Except that's not quite the story.  And before I go on, this is not a post about the Palestinian conflict or 2013 at all.  This is a post about God's people.

In their day, in their time, God's people were an anomaly.  They pushed through the wilderness and fought into the Promised Land to take what God had declared He had given them, and in doing so, they pushed countless other nations out of their way.  These were nations of people named after their nations.  The Philistines from the region of Philistia.  The Amalekites from the land of Amalek.  The Moabites from Moab.  Later, the Babylonians from the empire of Babylon.  All of these nations named after...their nations.

Because I've never seen a man named Babylon in all of the genealogies.  Have you?

But God's people - God's nation - has no such territory behind their name.  They never did.  They were a people named after their lineage, their ancestors.  Their father.  They took the name of the man, Jacob, whom God called "Israel."  That was their identity.  They were their father's people.  And a few closely-related tribes did the same.  Edom was named for Esau, Jacob's older brother, and the Edomites were descended from the place, sure, but also their father.  A nation God was still using at the time to guide His chosen nation's journey.  (Sorry, Edom.  I know it's hard to hear, again, that you weren't chosen.)

For the most part, that's how peoples go.  We are peoples named after places.  I am a Hoosier.  It means I hail from Indiana, although nobody here can tell you what Hoosier even means.  Beyond that, I am an American, a person from the United States of America.  When asked to identify my nation, my answer is, "America."  It's a place.  It's a nice place, as far as places go, I guess, but it's still just a place.

How cool, I think, it must have been for God's people, when asked to identify their nation, to say, "Israel."  I am from the nation of Israel.  And I have no place.  I am my Father's.

Then, as their story goes, when they finally had a place, they named the land after their father, too.  Instead of taking the name of their land.

I like that.  And I think that's the heart of the Christian story.  That we are a people, a chosen and beloved and blessed people, and that we need not worry so much about a place.  We need not think we have to define ourselves by a place.  We define ourselves by our Father; we are His.  And when we find a place here or there?  We name that place for Him, too.  We do not take the names of this place.

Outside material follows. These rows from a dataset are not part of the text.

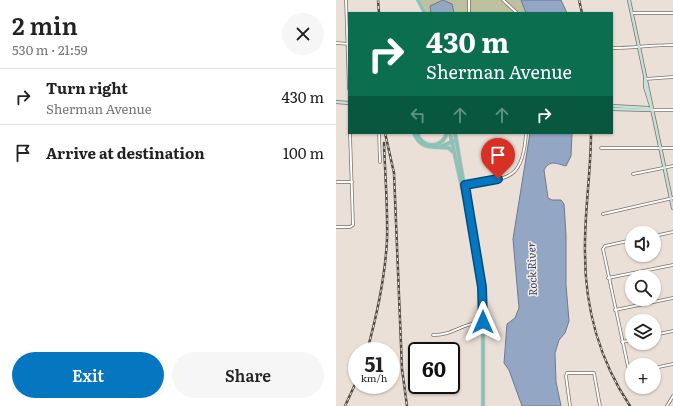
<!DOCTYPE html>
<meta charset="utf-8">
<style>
:root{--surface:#fff;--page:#f6f6f6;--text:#222;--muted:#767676;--line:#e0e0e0;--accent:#0577c1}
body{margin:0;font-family:Literata,serif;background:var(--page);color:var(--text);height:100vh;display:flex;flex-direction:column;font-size:15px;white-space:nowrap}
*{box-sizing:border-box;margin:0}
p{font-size:13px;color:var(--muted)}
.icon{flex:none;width:22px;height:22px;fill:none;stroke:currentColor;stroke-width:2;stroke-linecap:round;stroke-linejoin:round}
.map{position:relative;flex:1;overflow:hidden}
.sheet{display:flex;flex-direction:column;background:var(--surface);width:336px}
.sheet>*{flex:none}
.top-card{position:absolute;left:12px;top:12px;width:265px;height:122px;border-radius:0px;box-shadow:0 1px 3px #0004;background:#0b6e4f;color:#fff;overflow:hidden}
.controls{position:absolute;left:289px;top:226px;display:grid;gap:8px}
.controls a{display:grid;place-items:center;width:36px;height:36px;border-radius:50%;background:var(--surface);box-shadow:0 1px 3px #0004;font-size:20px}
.speed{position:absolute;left:12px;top:342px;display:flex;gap:8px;font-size:20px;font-weight:700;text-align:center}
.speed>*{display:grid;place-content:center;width:52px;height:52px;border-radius:50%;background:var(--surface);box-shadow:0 1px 3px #0004;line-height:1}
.speed small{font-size:10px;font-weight:400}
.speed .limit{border:2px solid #111;border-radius:6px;background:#fff;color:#111}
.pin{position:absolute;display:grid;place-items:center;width:34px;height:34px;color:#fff;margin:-41px -17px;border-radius:50% 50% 50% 0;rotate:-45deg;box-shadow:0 0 4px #0007}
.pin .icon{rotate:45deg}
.me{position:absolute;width:44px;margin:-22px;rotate:0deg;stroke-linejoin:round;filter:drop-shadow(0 0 3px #0008)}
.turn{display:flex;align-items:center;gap:14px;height:84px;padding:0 12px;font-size:18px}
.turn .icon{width:52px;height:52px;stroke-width:2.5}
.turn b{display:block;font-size:28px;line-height:34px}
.lanes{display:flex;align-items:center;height:38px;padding:0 12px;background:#0003;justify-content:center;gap:20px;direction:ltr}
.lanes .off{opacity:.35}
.round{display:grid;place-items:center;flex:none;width:42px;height:42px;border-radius:21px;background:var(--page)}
.head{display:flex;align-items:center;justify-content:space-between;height:68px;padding:0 12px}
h1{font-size:24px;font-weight:600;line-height:30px}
.primary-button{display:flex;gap:8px;margin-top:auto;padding:8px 12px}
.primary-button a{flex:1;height:46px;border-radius:24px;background:var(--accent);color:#fff;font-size:16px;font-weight:600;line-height:46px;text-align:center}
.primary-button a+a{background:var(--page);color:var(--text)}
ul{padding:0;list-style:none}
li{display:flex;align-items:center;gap:12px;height:56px;padding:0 12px;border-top:1px solid var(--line)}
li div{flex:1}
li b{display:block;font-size:15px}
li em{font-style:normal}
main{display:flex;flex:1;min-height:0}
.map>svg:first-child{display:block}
.green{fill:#bdc1a0}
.water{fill:#93a7c5;stroke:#6c798d}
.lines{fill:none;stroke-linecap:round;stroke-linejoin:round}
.minor-casing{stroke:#7c726a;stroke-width:3.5}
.tertiary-casing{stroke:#7c726a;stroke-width:4}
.secondary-casing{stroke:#7c726a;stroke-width:4}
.primary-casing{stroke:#c1c0c0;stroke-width:4.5}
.minor{stroke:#fff;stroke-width:2}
.tertiary{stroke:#fff;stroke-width:2.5}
.secondary{stroke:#c4e1da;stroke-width:2.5}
.primary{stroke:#89c2b6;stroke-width:3}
.rail-casing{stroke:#4f4a45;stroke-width:2.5}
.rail{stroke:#f9ede4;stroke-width:1;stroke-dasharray:3;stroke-linecap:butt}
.route-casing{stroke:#034d7d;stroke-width:10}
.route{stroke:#0577c1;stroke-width:7}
.labels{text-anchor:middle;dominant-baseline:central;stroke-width:3;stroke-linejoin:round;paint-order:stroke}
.water-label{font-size:11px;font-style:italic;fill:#233d67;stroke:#f9ede4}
</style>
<main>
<section class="sheet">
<div class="head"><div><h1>2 min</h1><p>530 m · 21:59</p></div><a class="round"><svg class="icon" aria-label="close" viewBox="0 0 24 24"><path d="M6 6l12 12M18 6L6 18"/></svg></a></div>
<ul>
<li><svg class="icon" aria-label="right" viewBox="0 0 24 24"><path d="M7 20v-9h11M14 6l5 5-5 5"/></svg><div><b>Turn right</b><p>Sherman Avenue</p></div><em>430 m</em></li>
<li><svg class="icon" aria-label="arrive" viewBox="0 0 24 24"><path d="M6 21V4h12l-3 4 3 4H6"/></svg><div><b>Arrive at destination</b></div><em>100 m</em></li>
</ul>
<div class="primary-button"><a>Exit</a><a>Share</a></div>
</section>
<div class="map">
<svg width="337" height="406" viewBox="0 0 337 406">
<rect width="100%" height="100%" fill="#ebe0d7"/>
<path class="green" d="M82,0H185L190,13H89Z"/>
<g class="water">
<path d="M107,0L116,4L118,13H95L94,6Z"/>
<path d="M185,0H225L231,13H190Z"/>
<path d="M194,133H236L235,156L230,166C221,164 214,159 208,170L212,198L216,200H225L228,204L230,235V285L233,321L229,333L223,340L219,353L220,382L225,406H186L173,370L168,363L171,324L179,318L183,308L177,239Z"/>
</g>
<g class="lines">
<g class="minor-casing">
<g id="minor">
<path d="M10,0L13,89"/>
<path d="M167,0L181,13"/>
<path d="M133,13V0"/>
<path d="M296,13H337"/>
<path d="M0,43L13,44"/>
<path d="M276,48C297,48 316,45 337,45"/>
<path d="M309,79L337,77"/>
<path d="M43,133L44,162"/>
<path d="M265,148H337"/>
<path d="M297,174L337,166"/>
<path d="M1,182H16"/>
<path d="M128,185C170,178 187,183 190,133"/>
<path d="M267,214L337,198"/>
<path d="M0,227H14L17,225L14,133"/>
<path d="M318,236L337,232"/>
<path d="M296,240L269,246L267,249L293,371L296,373"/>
<path d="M272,278L337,265"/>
<path d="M279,310L337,298"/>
<path d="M97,335C116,336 128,322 147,322"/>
<path d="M318,335L337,331"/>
<path d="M286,342L296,340"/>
<path d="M318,368L337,364"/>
<path d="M234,406L230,376L231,373H258L264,406"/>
<path d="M331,406L337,396"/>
</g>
</g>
<g class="tertiary-casing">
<path id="tertiary" d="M316,110H337"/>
</g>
<g class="secondary-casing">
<g id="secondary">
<path d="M293,0L337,208"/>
<path d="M309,80V87L316,109"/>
<path d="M0,102L13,103"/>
<path d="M276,106L312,108L316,110"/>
<path d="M276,109L315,110"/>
</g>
</g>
<g class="primary-casing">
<g id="primary">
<path d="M82,0L89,13"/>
<path d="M78,133C85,151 98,146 113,148L117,152"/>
<path d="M81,133C86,149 106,149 111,133"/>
<path d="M114,133L133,219"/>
<path d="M119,133L147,297V406"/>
<path d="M106,146L118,141"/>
</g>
</g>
<use href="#minor" class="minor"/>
<use href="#tertiary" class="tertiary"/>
<use href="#secondary" class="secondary"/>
<use href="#primary" class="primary"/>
<g class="rail-casing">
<g id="rail">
<path d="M42,0L43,13"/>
<path d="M243,0L246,13"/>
<path d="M49,133L58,173L66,369L71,406"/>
<path d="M255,133C255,173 248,214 249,254C249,308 264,361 294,406"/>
<path d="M31,351C41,315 49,278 51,240C52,208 49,175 48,143"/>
<path d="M9,406L21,380"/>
</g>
</g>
<use href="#rail" class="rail"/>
</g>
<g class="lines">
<g class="route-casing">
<path id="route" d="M147,322L146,287L129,185L162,179"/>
</g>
<use href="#route" class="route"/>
</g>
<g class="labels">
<g class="water-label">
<text transform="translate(195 269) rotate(-92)">Rock River</text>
</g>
</g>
</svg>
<div class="controls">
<a><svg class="icon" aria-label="sound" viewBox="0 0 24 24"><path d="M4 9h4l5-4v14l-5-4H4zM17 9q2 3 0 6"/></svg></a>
<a><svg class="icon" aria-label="search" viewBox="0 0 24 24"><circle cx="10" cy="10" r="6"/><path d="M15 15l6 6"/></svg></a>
<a><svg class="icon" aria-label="layers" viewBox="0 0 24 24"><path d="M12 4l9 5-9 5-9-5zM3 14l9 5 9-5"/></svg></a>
<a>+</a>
</div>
<div class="speed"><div>51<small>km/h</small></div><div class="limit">60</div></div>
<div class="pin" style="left:162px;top:179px;background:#d93025"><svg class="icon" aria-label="arrive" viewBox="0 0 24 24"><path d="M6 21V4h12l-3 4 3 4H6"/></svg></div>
<svg class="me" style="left:147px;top:322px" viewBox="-20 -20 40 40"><path d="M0-17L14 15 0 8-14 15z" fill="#0577c1" stroke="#fff" stroke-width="4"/></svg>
<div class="top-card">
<div class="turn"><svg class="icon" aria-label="right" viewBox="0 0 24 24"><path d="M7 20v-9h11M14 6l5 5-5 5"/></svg><div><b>430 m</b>Sherman Avenue</div></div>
<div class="lanes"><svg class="icon off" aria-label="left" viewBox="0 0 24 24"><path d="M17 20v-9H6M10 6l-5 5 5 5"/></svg><svg class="icon off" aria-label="ahead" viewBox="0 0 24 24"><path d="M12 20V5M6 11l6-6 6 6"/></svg><svg class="icon off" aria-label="ahead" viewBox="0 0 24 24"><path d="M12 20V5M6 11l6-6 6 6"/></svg><svg class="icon" aria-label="right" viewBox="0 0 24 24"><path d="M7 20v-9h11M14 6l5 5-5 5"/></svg></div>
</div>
</div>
</main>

It's that whole line about being in the world but not of the world.  Being in this place but not of this place.  Being in Indiana, maybe, but being my Father's first.  What nation am I from?  I am an Israelite; I am my Father's.  Although today, maybe we wouldn't say that.  Under the new covenant, maybe we would say, "I am a Christian; I am my Father's."  Knowing, of course, that we stand as children of the most high God in the lineage of His Son, Jesus Christ.

It frees us to be wanderers, to be unattached to the places of this world.  Because we realize these are not our places; our place is in our Father.  We are His people.  And His people so rarely have a place among the places.  Their place is always in relationship - knowing whose they are even when they could never find themselves on a map.  That's God's story.  I love it.

And in those rare circumstances where His people find a place, in those rare times when there is time to settle down, in the here and there where we build a home, it behooves us to remember that it doesn't change our name.  Our name changes this place.  We rename this place by His name, knowing our name and claiming our place for Him.  I am a Christian; I am my Father's.  This place is His.  Because His people, His nation, live here.

I live here.  And I'm taking this place for Christ.